Daneco-CDA says rival co-op resorts to drama, deception

Jun. 17, 2014

TAGUM CITY—An official of Davao del Norte Electric Cooperative under the wing of Cooperative Development Authority (Daneco-CDA) slammed its rival group, Daneco-National Electrification Administration (Daneco-NEA) affiliate for resorting to “drama and deception” due to lack of financial transparency.

In a phone interview with Davao Today, Daneco-CDA General Manager Jerold Osorio on Friday noted that Daneco-NEA “until now has not published an audited financial statement. Their claim that they have difficulty in paying for their power bills to PSALM (Power Sector Assets and Liability Management Corp.) is nothing but pure drama and a deception in the highest form.”

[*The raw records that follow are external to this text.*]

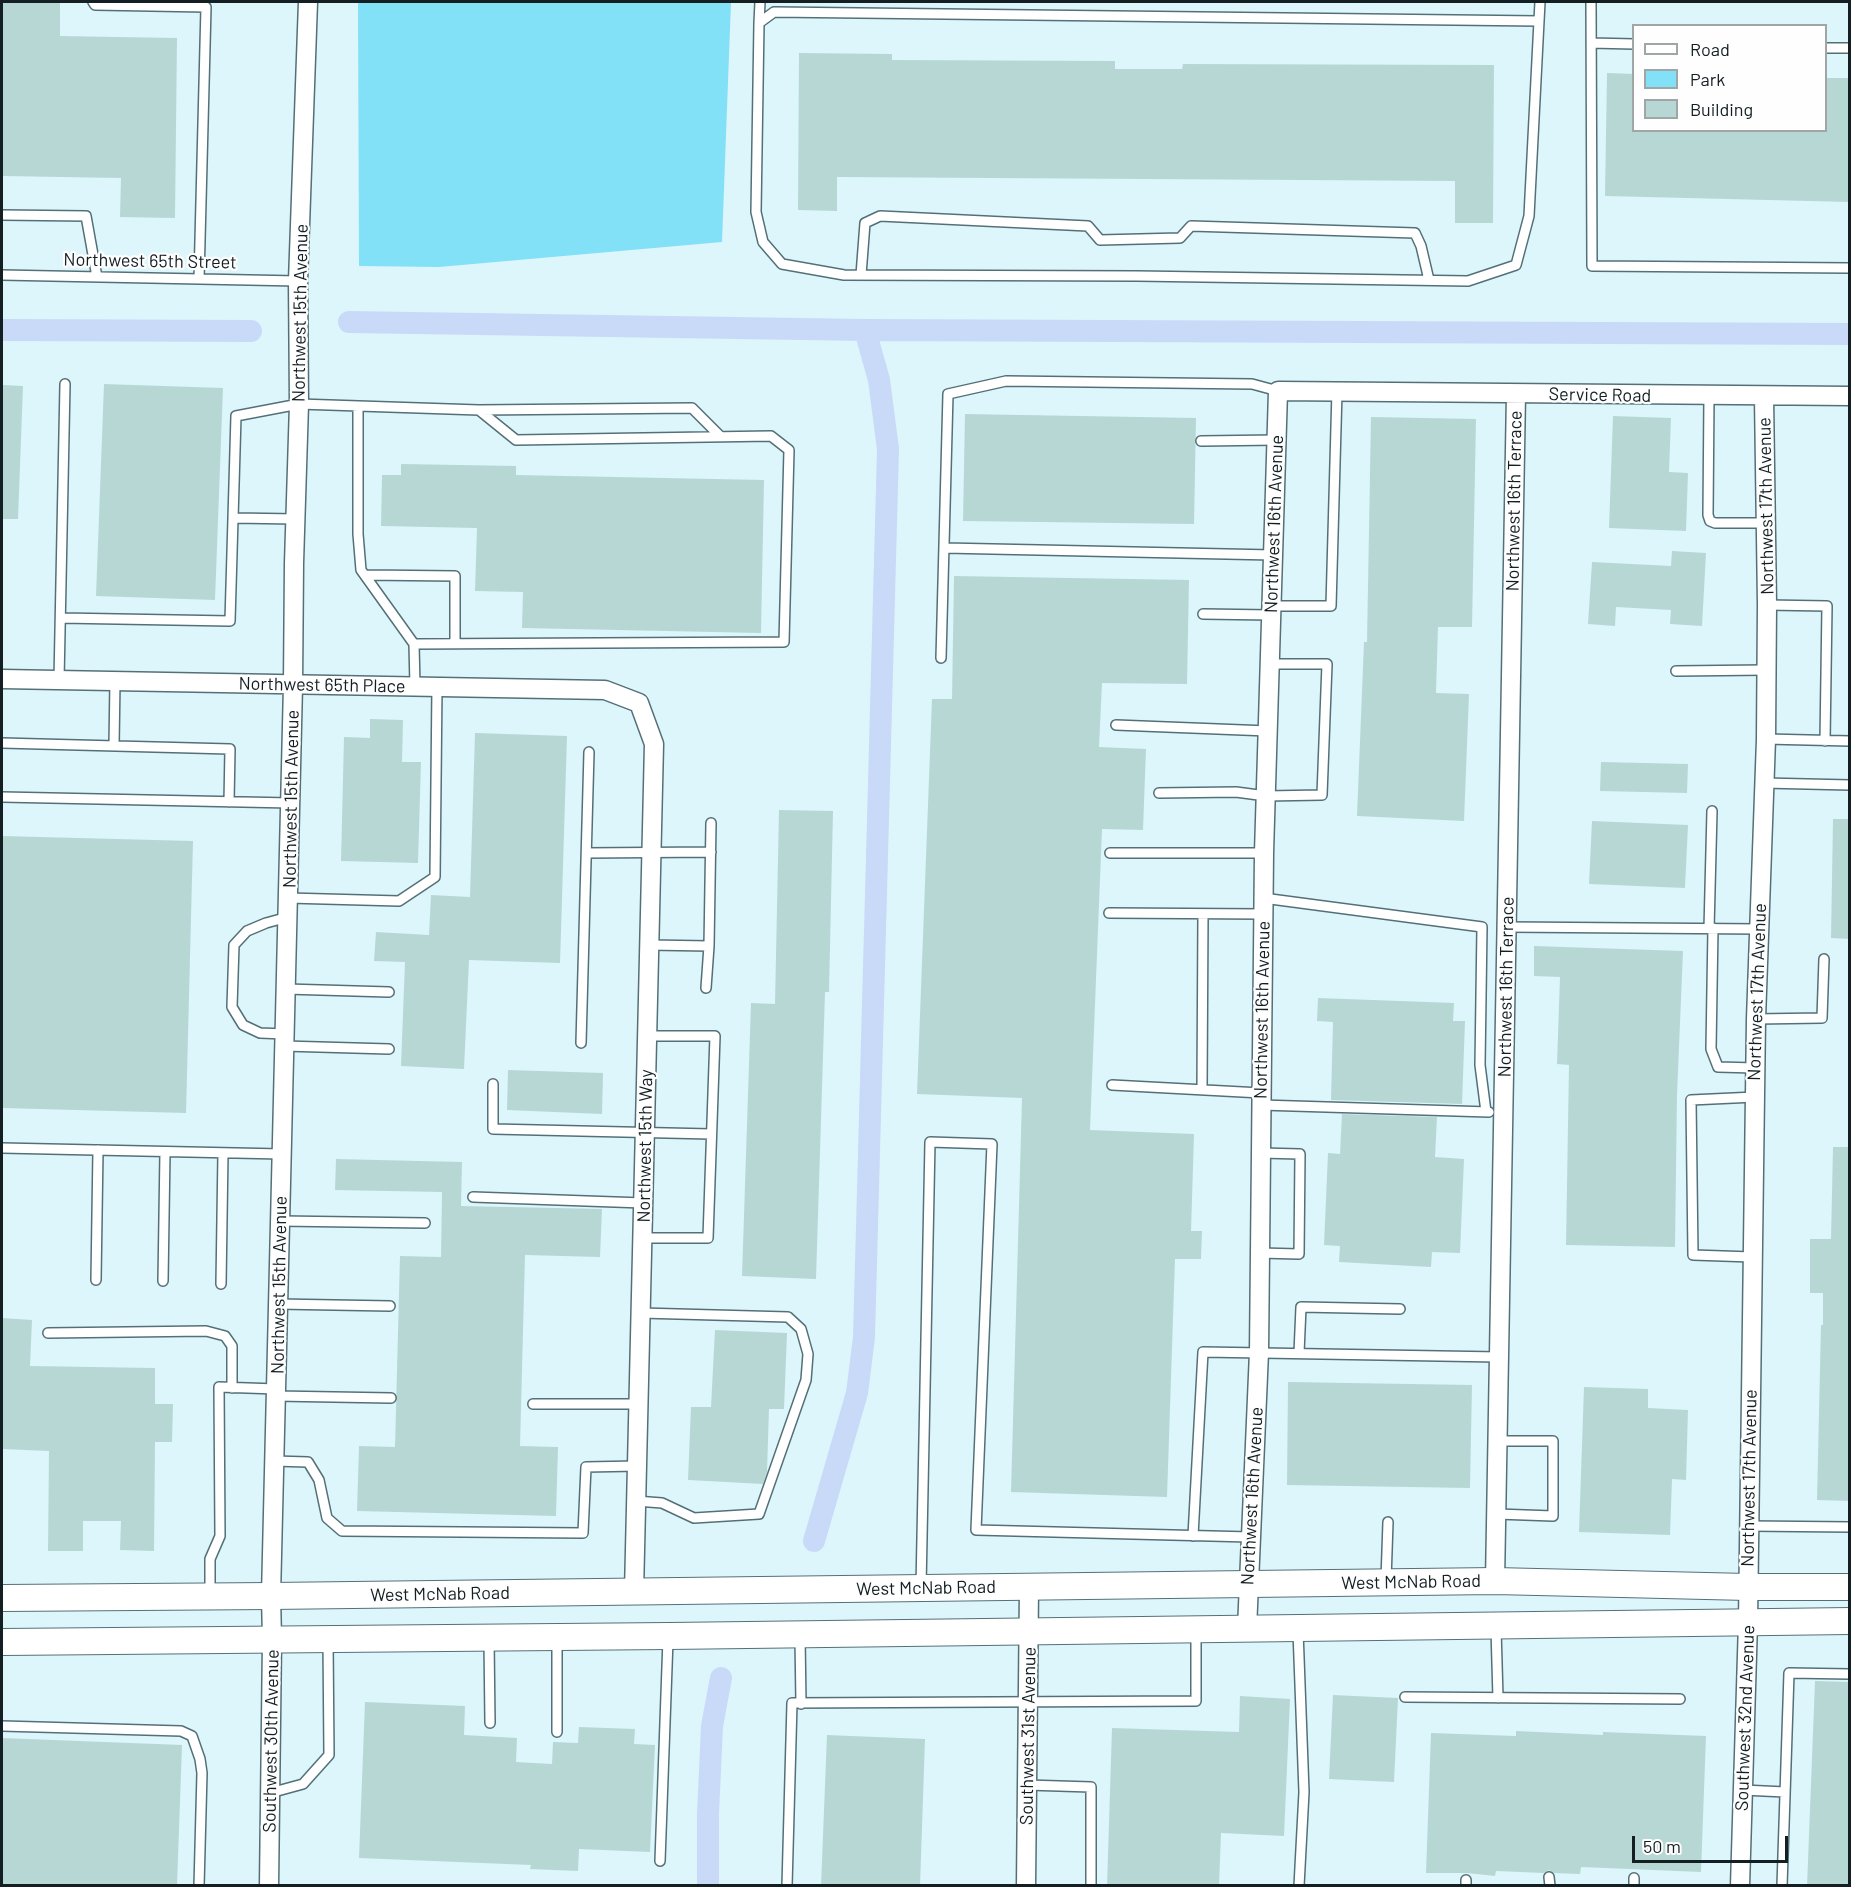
<!DOCTYPE html>
<style>
body{margin:0}
#map{position:relative;width:1851px;height:1887px;overflow:hidden;background:#ddf6fc;font-family:Barlow,sans-serif}
canvas{display:block}
.frame{position:absolute;inset:0;border:3px solid #131f22;pointer-events:none}
.legend{position:absolute;left:1632px;top:24px;width:195px;height:108px;box-sizing:border-box;background:#fefefe;border:2px solid #a0a5a6;margin:0;padding:8px 10px;list-style:none;font-size:18px;color:#131f22}
.legend li{display:flex;align-items:center;gap:12px;height:30px}
.legend b{width:30px;border:2px solid #a0a5a6}
.scale{position:absolute;left:1632px;top:1836px;width:156px;height:27px;box-sizing:border-box;border:3px solid #131f22;border-top:0;padding-left:8px;font-size:18px;line-height:21px;white-space:nowrap;color:#131f22;-webkit-text-stroke:4px #fefefe;paint-order:stroke}
</style>
<div id="map">
<canvas width="1851" height="1887"></canvas>
<div class="frame"></div>
<ul class="legend">
<li><b style="height:8px;background:#fff"></b>Road</li>
<li><b style="height:16px;background:#82e0f7"></b>Park</li>
<li><b style="height:16px;background:#b7d7d5"></b>Building</li>
</ul>
<div class="scale">50 m</div>
</div>
<script>
const ctx = document.querySelector('canvas').getContext('2d');
ctx.lineJoin = 'round';
function fillPath(path, color) { ctx.fillStyle = color; ctx.fill(path, 'evenodd'); }
const shape = rows => new Path2D(rows.map(r => 'M' + r).join(''));
function trace(path, color, width, dash) { ctx.strokeStyle = color; ctx.lineWidth = width; ctx.lineCap = dash ? 'butt' : 'round'; ctx.setLineDash(dash || []); ctx.stroke(path); }
function label(font, color, halo, rows, align = 'center') {
  ctx.font = font + ' Barlow,sans-serif'; ctx.lineWidth = 4.5; ctx.setLineDash([]); ctx.textBaseline = 'middle'; ctx.strokeStyle = halo; ctx.fillStyle = color; for (const [text, x, y, turn = 0] of rows) {
    ctx.save(); ctx.translate(x, y); ctx.rotate((+turn || 0) * Math.PI / 180); ctx.textAlign = isNaN(turn) ? turn : align; if (halo) ctx.strokeText(text, 0, 0); ctx.fillText(text, 0, 0); ctx.restore();
  }
}
fillPath(shape([
 [358,2,731,2,722,242,439,267,359,266]
]), '#82e0f7');
trace(shape([
 [349,322,865,330,1850,334],
 [2,330,251,331],
 [814,1541,857,1393,864,1337,888,449,879,380,865,330],
 [708,1886,708,1814,712,1726,721,1678]
]), '#c9daf8', 22);
fillPath(shape([
 [2,2,60,2,60,36,177,38,175,218,120,217,121,178,2,176],
 [799,53,892,54,892,60,1115,61,1115,69,1182,69,1183,64,1494,65,1493,223,1455,223,1455,181,837,177,837,211,798,210],
 [1607,73,1634,74,1634,130,1826,130,1826,78,1850,78,1850,202,1605,196],
 [104,384,223,388,215,600,96,596],
 [2,385,23,386,18,519,2,519],
 [965,414,1196,418,1194,524,963,521],
 [1613,416,1671,418,1669,472,1688,473,1686,531,1609,528],
 [1371,417,1476,419,1472,627,1438,627,1436,693,1469,694,1464,821,1357,816,1364,642,1367,642],
 [401,464,516,466,516,475,764,480,761,633,522,628,523,592,475,591,477,528,381,526,382,475,401,475],
 [1672,551,1706,553,1702,626,1670,624,1671,610,1616,607,1615,626,1588,624,1592,562,1671,566],
 [954,576,1189,580,1187,684,1102,683,1099,747,1146,749,1143,830,1102,829,1090,1130,1194,1134,1191,1231,1202,1231,1201,1259,1175,1259,1167,1497,1011,1492,1022,1098,917,1094,932,699,952,699],
 [370,719,403,720,402,762,421,762,418,863,341,861,344,737,370,738],
 [475,733,567,736,560,963,469,960,464,1069,401,1066,405,962,374,961,376,932,429,935,431,895,470,897],
 [1601,762,1688,764,1687,793,1600,791],
 [779,810,833,811,829,992,825,992,816,1279,742,1276,751,1003,775,1004],
 [1833,819,1850,819,1850,939,1831,938],
 [1592,821,1688,825,1685,888,1589,884],
 [2,836,193,841,186,1113,2,1108],
 [1534,946,1683,951,1677,1095,1675,1247,1566,1245,1569,1065,1557,1064,1560,977,1534,976],
 [1318,998,1454,1003,1453,1021,1465,1021,1462,1104,1331,1100,1333,1022,1317,1021],
 [508,1070,603,1073,602,1114,507,1110],
 [1342,1114,1437,1117,1435,1157,1464,1159,1460,1253,1432,1252,1431,1267,1339,1262,1340,1246,1324,1245,1328,1153,1340,1154],
 [1833,1147,1850,1147,1850,1501,1817,1500,1821,1325,1823,1325,1823,1293,1810,1293,1810,1239,1831,1239],
 [336,1159,462,1162,461,1206,602,1209,600,1257,525,1255,520,1446,558,1447,556,1516,357,1511,359,1446,395,1447,400,1256,441,1257,442,1192,335,1190],
 [2,1318,32,1320,30,1366,155,1368,155,1404,173,1404,172,1442,155,1442,154,1551,120,1550,121,1521,83,1521,83,1551,48,1551,49,1451,2,1449],
 [715,1330,787,1333,784,1409,769,1409,767,1472,763,1484,688,1480,691,1407,711,1407],
 [1288,1382,1472,1385,1470,1488,1287,1485],
 [1584,1387,1648,1389,1648,1408,1688,1410,1686,1480,1672,1479,1670,1535,1579,1532],
 [1815,1681,1850,1682,1850,1886,1807,1886],
 [1333,1695,1398,1698,1394,1782,1329,1779],
 [1240,1696,1290,1699,1284,1836,1221,1833,1219,1886,1107,1886,1112,1728,1239,1732],
 [365,1702,465,1706,464,1735,517,1738,516,1762,552,1764,553,1742,578,1743,579,1727,635,1729,634,1744,655,1745,650,1852,579,1849,578,1871,530,1869,531,1865,359,1858],
 [1516,1731,1603,1735,1603,1732,1706,1736,1701,1872,1581,1867,1580,1874,1554,1873,1549,1870,1544,1873,1496,1871,1495,1876,1467,1873,1426,1873,1431,1733,1516,1736],
 [827,1735,925,1739,920,1886,821,1886],
 [2,1738,182,1745,177,1886,2,1886]
]), '#b7d7d5');
const lane = shape([
 [93,2,95,5,206,7,199,279],
 [1591,2,1592,266,1850,268],
 [1539,21,774,12,759,23,756,212,763,242,782,264,844,275,1137,276,1468,281,1516,265,1529,216,1539,21,1540,2],
 [759,23,760,2],
 [1591,43,1634,44],
 [1826,48,1850,48],
 [2,215,86,216,97,277],
 [2,275,298,281],
 [861,275,865,223,880,216,1088,226,1100,240,1180,238,1191,226,1415,233,1421,246,1429,280],
 [1709,396,1708,515,1710,521,1715,523,1766,523],
 [358,406,358,534,361,570,414,644],
 [1201,441,1277,440],
 [234,518,296,519],
 [945,548,1273,555],
 [365,575,455,576,455,644],
 [1767,605,1827,606,1825,741],
 [1272,606,1331,606,1337,391],
 [1203,614,1271,615],
 [61,618,230,621,236,416,299,404,479,410,692,408,721,437],
 [941,658,948,394,1006,381,1252,384,1278,391],
 [1676,671,1766,670],
 [59,680,65,384],
 [415,686,414,644,784,642,789,450,771,436,516,440,479,410],
 [1116,725,1268,731],
 [1766,739,1850,741],
 [2,743,230,749,229,802],
 [114,746,115,681],
 [1764,783,1850,785],
 [1159,793,1236,792,1266,796,1322,795,1327,664,1270,664],
 [2,797,291,803],
 [587,853,711,852],
 [1110,853,1264,853],
 [288,898,399,901,435,877,437,686],
 [1263,898,1482,927,1480,1065,1486,1112],
 [1109,913,1263,914],
 [1507,927,1759,929],
 [1713,928,1711,1049,1718,1067,1755,1068],
 [1709,929,1712,811],
 [649,945,709,946],
 [706,988,709,946,711,823],
 [286,989,389,992],
 [1756,1019,1822,1018,1824,959],
 [285,1034,260,1033,243,1025,232,1007,234,945,247,931,266,923,288,917],
 [581,1043,589,752],
 [284,1046,389,1049],
 [493,1084,493,1129,711,1134],
 [1112,1085,1261,1093],
 [1202,1090,1203,914],
 [1261,1105,1489,1112],
 [2,1148,282,1154],
 [473,1197,643,1203],
 [280,1221,425,1223],
 [643,1238,708,1238,715,1036,647,1036],
 [1260,1253,1299,1254,1300,1154,1261,1153],
 [1752,1257,1693,1255,1691,1100,1755,1097],
 [96,1280,98,1150],
 [163,1281,165,1152],
 [221,1284,223,1153],
 [278,1304,390,1306],
 [48,1333,206,1331,225,1336,232,1346,232,1388],
 [1299,1353,1301,1307,1400,1309],
 [276,1396,391,1398],
 [533,1404,639,1404],
 [274,1461,308,1462,319,1480,327,1518,342,1531,583,1533,586,1467,637,1466],
 [636,1501,662,1503,694,1518,759,1514,806,1380,808,1354,801,1329,788,1317,641,1313],
 [1497,1514,1553,1516,1553,1441,1498,1441],
 [1749,1526,1850,1527],
 [1193,1536,1203,1352,1499,1357],
 [1386,1580,1388,1522],
 [921,1587,930,1142,992,1144,976,1530,1250,1537],
 [210,1594,210,1559,220,1536,219,1387,276,1389],
 [1496,1629,1498,1698],
 [1298,1631,1304,1792,1299,1886],
 [800,1637,801,1704],
 [489,1640,490,1723],
 [1405,1697,1680,1699],
 [2,1726,181,1731,192,1736,200,1759,202,1773,199,1886],
 [557,1732,557,1640],
 [1027,1785,1091,1787,1091,1886],
 [1743,1790,1785,1792],
 [270,1793,303,1784,329,1755,328,1641],
 [660,1861,668,1639],
 [1549,1877,1550,1886],
 [787,1886,792,1703,1196,1701,1196,1632],
 [1466,1886,1466,1880],
 [1634,1886,1634,1878],
 [1782,1886,1789,1673,1850,1674]
]);
const street = shape([
 [2,679,605,690,639,703,654,744,634,1592],
 [1495,1581,1516,394],
 [1247,1629,1259,1352,1264,853,1278,391,1850,396],
 [269,1886,272,1639,271,1596,293,685,294,563,299,404,298,281,308,2],
 [1026,1886,1029,1587],
 [1740,1886,1748,1622,1756,1019,1766,739,1767,605,1764,397]
]);
const secondary = shape([
 [2,1598,271,1596,1495,1581,1748,1587,1850,1587],
 [2,1642,669,1636,1850,1621]
]);
trace(lane, '#547077', 12);
trace(street, '#547077', 21);
trace(secondary, '#547077', 28);
trace(lane, '#fff', 9);
trace(street, '#fff', 18);
trace(secondary, '#fff', 26);
label('18px', '#131f22', '#fefefe', [
 ["Northwest 65th Street",150,261,1],
 ["Northwest 15th Avenue",300,313,-89],
 ["Service Road",1600,395,1],
 ["Northwest 16th Terrace",1514,501,-89],
 ["Northwest 17th Avenue",1766,506,-91],
 ["Northwest 16th Avenue",1274,524,-88],
 ["Northwest 65th Place",322,685,1],
 ["Northwest 15th Avenue",291,799,-89],
 ["Northwest 16th Terrace",1506,987,-89],
 ["Northwest 17th Avenue",1757,992,-88],
 ["Northwest 16th Avenue",1262,1010,-89],
 ["Northwest 15th Way",645,1146,-89],
 ["Northwest 15th Avenue",279,1285,-89],
 ["Northwest 17th Avenue",1749,1478,-89],
 ["Northwest 16th Avenue",1252,1496,-87],
 ["West McNab Road",1411,1582,-1],
 ["West McNab Road",926,1588,-1],
 ["West McNab Road",440,1594,-1],
 ["Southwest 32nd Avenue",1745,1718,-88],
 ["Southwest 31st Avenue",1028,1736,-89],
 ["Southwest 30th Avenue",271,1741,-89]
]);
</script>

Osorio claimed that Daneco-NEA has a total collection of more than P2 billion based on the financial report presented to Secretary Jericho Petilla during a Department of Energy led conference last August 2013 in Davao City.

“Daneco-NEA has paid the power suppliers 1.7 billion pesos or roughly 85% only of two billion pesos. So why can’t Daneco-NEA pay its debt in full amount then?” Osorio said.

Osorio said that Daneco-NEA even published a paid advertisement in a local newspaper in Tagum informing the public of their billion remittances as of first week of June.

Daneco-CDA Board Chairman Albert Omega, on the other hand, described the move of Daneco-NEA as a “bluff”.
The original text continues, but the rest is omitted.